A former “superhead” who turned around a string of failing primary schools is suing for more than £200,000 after claiming his excessive workload left him damaged and depressed.
Sir Craig Tunstall was Britain’s highest paid headteacher, earning £374,000 a year as he ran eight primary schools in south London and was made the “public face” of plans for a new secondary Free School in September 2016.
However, he was suspended in 2017 amid a Lambeth council fraud investigation and dismissed from his role in February 2018 for “gross misconduct”.
Sir Craig, 49, who was knighted for services to education in 2014, is suing the council and his former employers, the Gipsy Hill Federation (GHF), which governed the schools.
He claims he faced an “excessive workload”, overseeing around 600 staff and 4,200 pupils, managing simultaneous Ofsted inspections, building projects and “actual or threatened violence” towards teachers.
He says he was “unlawfully dismissed” following a flawed disciplinary process and is now unable to work and plagued by nightmares and depression.
His representative Asela Wijeyaratne said in a written claim at the High Court that he faced a “work pressure which was too great... which was injurious to the claimant’s health”.
“[He] was given less than a week’s notice before being installed as executive headteacher of a failing school,” the lawyer argued.
“He had sole responsibility for making wide-ranging structural changes to the management, teaching staff, values and teaching methods.”
Sir Craig was hired by the council in May 2002 as headteacher of Kingswood Primary School, helping to lift it out of special measures to a rating of outstanding by 2009. GHF was formed in 2008 by a partnership with Elm Wood Primary School in West Norwood and between 2010 and 2015 Sir Craig took charge of a further six failing schools.

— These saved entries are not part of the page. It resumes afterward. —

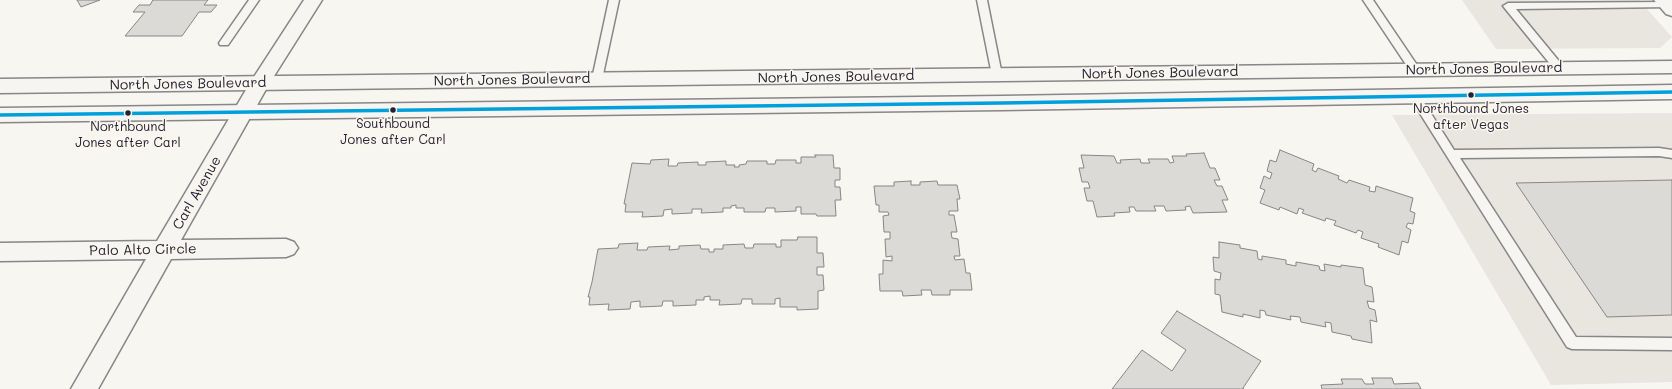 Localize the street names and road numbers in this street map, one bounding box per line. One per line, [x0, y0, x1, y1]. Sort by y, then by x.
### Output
street label: North Jones Boulevard [1405, 59, 1563, 79]
street label: North Jones Boulevard [1081, 63, 1239, 83]
street label: North Jones Boulevard [757, 67, 915, 87]
street label: North Jones Boulevard [433, 70, 591, 90]
street label: North Jones Boulevard [109, 74, 267, 94]
street label: Carl Avenue [169, 153, 225, 233]
street label: Palo Alto Circle [89, 241, 197, 259] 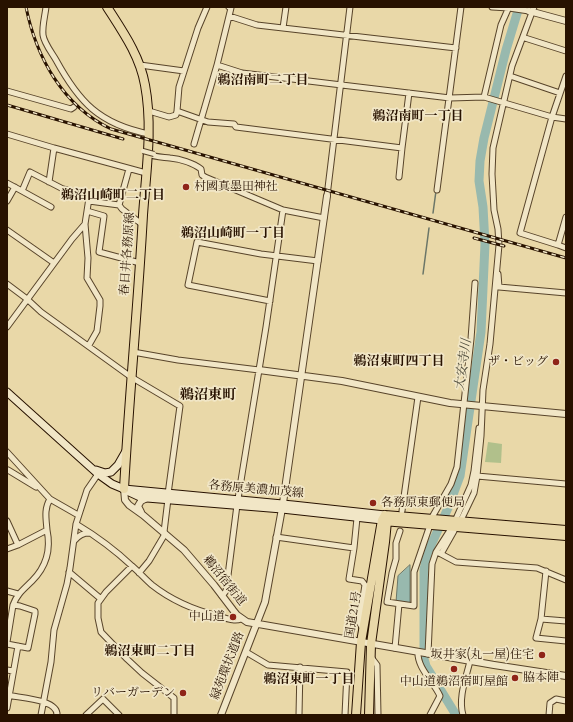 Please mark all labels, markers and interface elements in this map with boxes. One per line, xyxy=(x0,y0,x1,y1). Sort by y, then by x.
district label: 鵜沼南町二丁目 xyxy=(218,73,308,89)
district label: 鵜沼南町一丁目 xyxy=(373,109,463,125)
place label: 村國真墨田神社 xyxy=(194,180,278,194)
marker: 村國真墨田神社 xyxy=(181,182,191,192)
district label: 鵜沼山崎町二丁目 xyxy=(61,188,165,204)
street label: 春日井各務原線 xyxy=(118,212,138,296)
district label: 鵜沼山崎町一丁目 xyxy=(181,226,285,242)
water label: 大安寺川 xyxy=(453,338,475,392)
district label: 鵜沼東町四丁目 xyxy=(354,354,444,370)
place label: ザ・ビッグ xyxy=(488,355,548,369)
marker: ザ・ビッグ xyxy=(551,357,561,367)
district label: 鵜沼東町 xyxy=(180,388,236,404)
street label: 各務原美濃加茂線 xyxy=(208,479,304,501)
place label: 各務原東郵便局 xyxy=(381,496,465,510)
marker: 各務原東郵便局 xyxy=(368,498,378,508)
street label: 鵜沼宿街道 xyxy=(200,553,248,609)
street label: 国道21号 xyxy=(343,590,365,640)
place label: 中山道 xyxy=(189,610,225,624)
marker: 中山道 xyxy=(228,612,238,622)
street label: 緑苑環状道路 xyxy=(208,630,248,702)
district label: 鵜沼東町二丁目 xyxy=(105,644,195,660)
place label: 坂井家(丸一屋)住宅 xyxy=(430,648,534,662)
marker: 坂井家(丸一屋)住宅 xyxy=(537,650,547,660)
marker: 中山道鵜沼宿町屋館 xyxy=(449,664,459,674)
place label: 脇本陣 xyxy=(523,671,559,685)
district label: 鵜沼東町一丁目 xyxy=(264,672,354,688)
marker: 脇本陣 xyxy=(510,673,520,683)
place label: 中山道鵜沼宿町屋館 xyxy=(400,675,508,689)
place label: リバーガーデン xyxy=(91,686,175,700)
marker: リバーガーデン xyxy=(178,688,188,698)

Mr Wijeyaratne accused the council and Sir Craig’s employers of “negligence”, “breach of contract” and “breach of statutory duty” and said he should not have been put in charge of the Free School project unless someone took on his existing headteacher duties.
He said Sir Craig had to work long hours, weekends and holidays while helming the project and also handle “hostile” public reaction to the plans.
When a fraud investigation was launched, Sir Craig was hauled in for questioning in March 2017 without warning, he claims, and sacked the following year after a disciplinary hearing he refused to attend on health grounds. He says he has not yet been told if the council plans to refer the fraud investigation to the police.
Mr Wijeyaratne said “the prognosis for his ability to undertake any other type of employment in the future is currently poor”. Sir Craig lodged the damages claim at the High Court in November last year, with papers made public this week, and has brought separate employment tribunal proceedings alleging unfair dismissal.
In a statement, Lambeth council said: “The council and GHF confirm that proceedings have been served by Sir Craig. These will be vigorously defended.” GHF was contacted separately for comment.